## EXERCISE INPUT
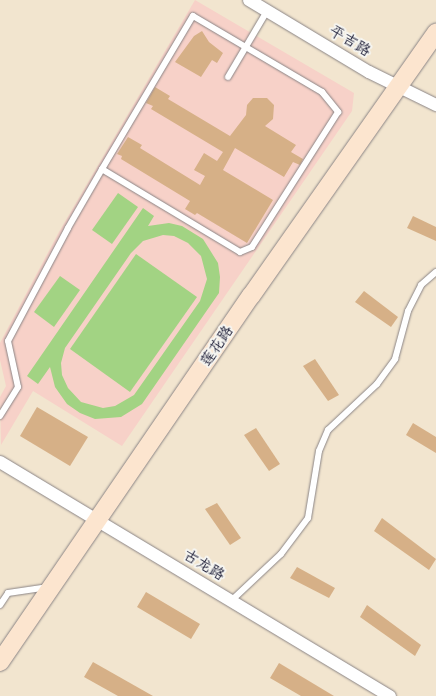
<!DOCTYPE html>
<html>
<head>
<meta charset="utf-8">
<style>
	body { margin:0 }
	#map { position:relative; width:436px; height:696px; overflow:hidden; background:#f2e5cf; font-family:Sriracha,"LXGW WenKai TC",sans-serif }
	div>[style] { position:absolute }
	.built>* { inset:0; background:#f7d1c8 }
	.green>* { inset:0; background:#a2d383 }
	.building>* { inset:0; background:#d6b087 }
	.roads { filter:drop-shadow(0 0 1px #8a8485) drop-shadow(0 0 1px #8a8485) }
	.lane>* { height:6px; margin:-3px; padding:0 3px; transform-origin:3px; border-radius:3px; background:#fff }
	.street>* { height:12px; margin:-6px; padding:0 6px; transform-origin:6px; border-radius:6px; background:#fff }
	.secondary>* { height:18px; margin:-9px; padding:0 9px; transform-origin:9px; border-radius:9px; background:#fce5cf }
	span { translate:-50% -50%; white-space:nowrap; text-align:center; line-height:1.15; -webkit-text-stroke:4px #f6f6f2; paint-order:stroke }
	.street-label { font-size:15px; color:#22223b }
</style>
</head>
<body>
<div id="map">
	<div class="built">
		<div style="clip-path:polygon(195px 0,354px 93px,352px 111px,122px 446px,33px 391px,1px 445px,0 397px,6px 386px,0 360px,0 343px,59px 232px)"></div>
	</div>
	<div class="green">
		<div style="clip-path:polygon(118px 193px,138px 207px,112px 244px,92px 230px)"></div>
		<div style="clip-path:polygon(evenodd,143px 208px,154px 216px,148px 226px,169px 223px,182px 226px,203px 239px,218px 263px,220px 277px,219px 293px,142px 404px,121px 417px,95px 419px,80px 413px,67px 404px,55px 387px,50px 367px,38px 384px,27px 376px,143px 208px,163px 235px,174px 236px,188px 243px,201px 256px,207px 279px,200px 301px,134px 395px,115px 406px,103px 408px,81px 402px,68px 388px,62px 375px,61px 363px,65px 348px,131px 253px,143px 241px,163px 235px)"></div>
		<div style="clip-path:polygon(136px 254px,197px 297px,130px 392px,70px 349px)"></div>
		<div style="clip-path:polygon(60px 276px,80px 290px,54px 327px,34px 312px)"></div>
	</div>
	<div class="building">
		<div style="clip-path:polygon(202px 31px,209px 42px,223px 53px,217px 63px,212px 60px,201px 77px,175px 62px,194px 36px)"></div>
		<div style="clip-path:polygon(155px 87px,170px 96px,168px 99px,230px 136px,246px 115px,247px 105px,253px 98px,267px 98px,274px 105px,273px 119px,265px 126px,296px 145px,291px 152px,303px 159px,300px 165px,293px 162px,284px 177px,235px 148px,223px 170px,273px 200px,247px 243px,197px 213px,195px 215px,185px 209px,190px 201px,121px 159px,122px 156px,117px 154px,128px 137px,142px 145px,140px 148px,200px 185px,205px 176px,194px 170px,204px 153px,217px 161px,223px 152px,151px 109px,153px 106px,146px 103px)"></div>
		<div style="clip-path:polygon(413px 216px,436px 227px,436px 241px,407px 228px)"></div>
		<div style="clip-path:polygon(364px 291px,398px 317px,391px 327px,355px 302px)"></div>
		<div style="clip-path:polygon(315px 359px,339px 395px,328px 401px,303px 366px)"></div>
		<div style="clip-path:polygon(37px 407px,88px 437px,70px 466px,20px 436px)"></div>
		<div style="clip-path:polygon(413px 423px,436px 437px,436px 453px,406px 435px)"></div>
		<div style="clip-path:polygon(256px 428px,280px 464px,269px 471px,244px 435px)"></div>
		<div style="clip-path:polygon(217px 503px,241px 538px,230px 545px,205px 509px)"></div>
		<div style="clip-path:polygon(382px 518px,436px 559px,429px 570px,374px 531px)"></div>
		<div style="clip-path:polygon(297px 567px,335px 588px,329px 598px,290px 578px)"></div>
		<div style="clip-path:polygon(146px 592px,200px 624px,191px 639px,137px 607px)"></div>
		<div style="clip-path:polygon(367px 605px,421px 645px,415px 656px,360px 617px)"></div>
		<div style="clip-path:polygon(93px 662px,153px 696px,118px 696px,84px 677px)"></div>
		<div style="clip-path:polygon(279px 663px,334px 696px,301px 696px,270px 678px)"></div>
	</div>
	<div class="roads">
		<div class="lane">
			<div style="left:228px;top:77px;width:77px;rotate:-59.4deg"></div>
			<div style="left:0;top:416px;width:34px;rotate:-58deg"></div>
			<div style="left:18px;top:387px;width:47px;rotate:-102.3deg"></div>
			<div style="left:8px;top:341px;width:128px;rotate:-62deg"></div>
			<div style="left:68px;top:228px;width:68px;rotate:-60deg"></div>
			<div style="left:102px;top:169px;width:178px;rotate:-59.3deg"></div>
			<div style="left:193px;top:16px;width:150px;rotate:30.5deg"></div>
			<div style="left:322px;top:92px;width:26px;rotate:51deg"></div>
			<div style="left:338px;top:112px;width:160px;rotate:122.5deg"></div>
			<div style="left:252px;top:247px;width:13px;rotate:157deg"></div>
			<div style="left:240px;top:252px;width:161px;rotate:-149deg"></div>
			<div style="left:232px;top:600px;width:67px;rotate:-43.2deg"></div>
			<div style="left:281px;top:554px;width:45px;rotate:-53.1deg"></div>
			<div style="left:308px;top:518px;width:68px;rotate:-80.7deg"></div>
			<div style="left:319px;top:451px;width:23px;rotate:-67deg"></div>
			<div style="left:328px;top:430px;width:67px;rotate:-43.2deg"></div>
			<div style="left:377px;top:384px;width:31px;rotate:-54deg"></div>
			<div style="left:395px;top:359px;width:50px;rotate:-74.8deg"></div>
			<div style="left:408px;top:311px;width:29px;rotate:-63deg"></div>
			<div style="left:421px;top:285px;width:20px;rotate:-41deg"></div>
			<div style="left:0;top:605px;width:14px;rotate:-56deg"></div>
			<div style="left:8px;top:593px;width:41px;rotate:-8.3deg"></div>
		</div>
		<div class="street">
			<div style="left:249px;top:0;width:140px;rotate:31deg"></div>
			<div style="left:369px;top:72px;width:75px;rotate:26.2deg"></div>
			<div style="left:0;top:462px;width:455px;rotate:31deg"></div>
		</div>
		<div class="secondary">
			<div style="left:0;top:662px;width:444px;rotate:-55.6deg"></div>
			<div style="left:251px;top:296px;width:322px;rotate:-54.9deg"></div>
		</div>
	</div>
	<div class="street-label">
		<span style="left:350px;top:41px;rotate:31deg">平吉路</span>
		<span style="left:217px;top:346px;rotate:-56deg">莲花路</span>
		<span style="left:204px;top:565px;rotate:31deg">古龙路</span>
	</div>
</div>
</body>
</html>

## WORK REQUEST
Copy all lines of the records in which the string "transform" can be found.

## PROBLEM SOLUTION
	.lane>* { height:6px; margin:-3px; padding:0 3px; transform-origin:3px; border-radius:3px; background:#fff }
	.street>* { height:12px; margin:-6px; padding:0 6px; transform-origin:6px; border-radius:6px; background:#fff }
	.secondary>* { height:18px; margin:-9px; padding:0 9px; transform-origin:9px; border-radius:9px; background:#fce5cf }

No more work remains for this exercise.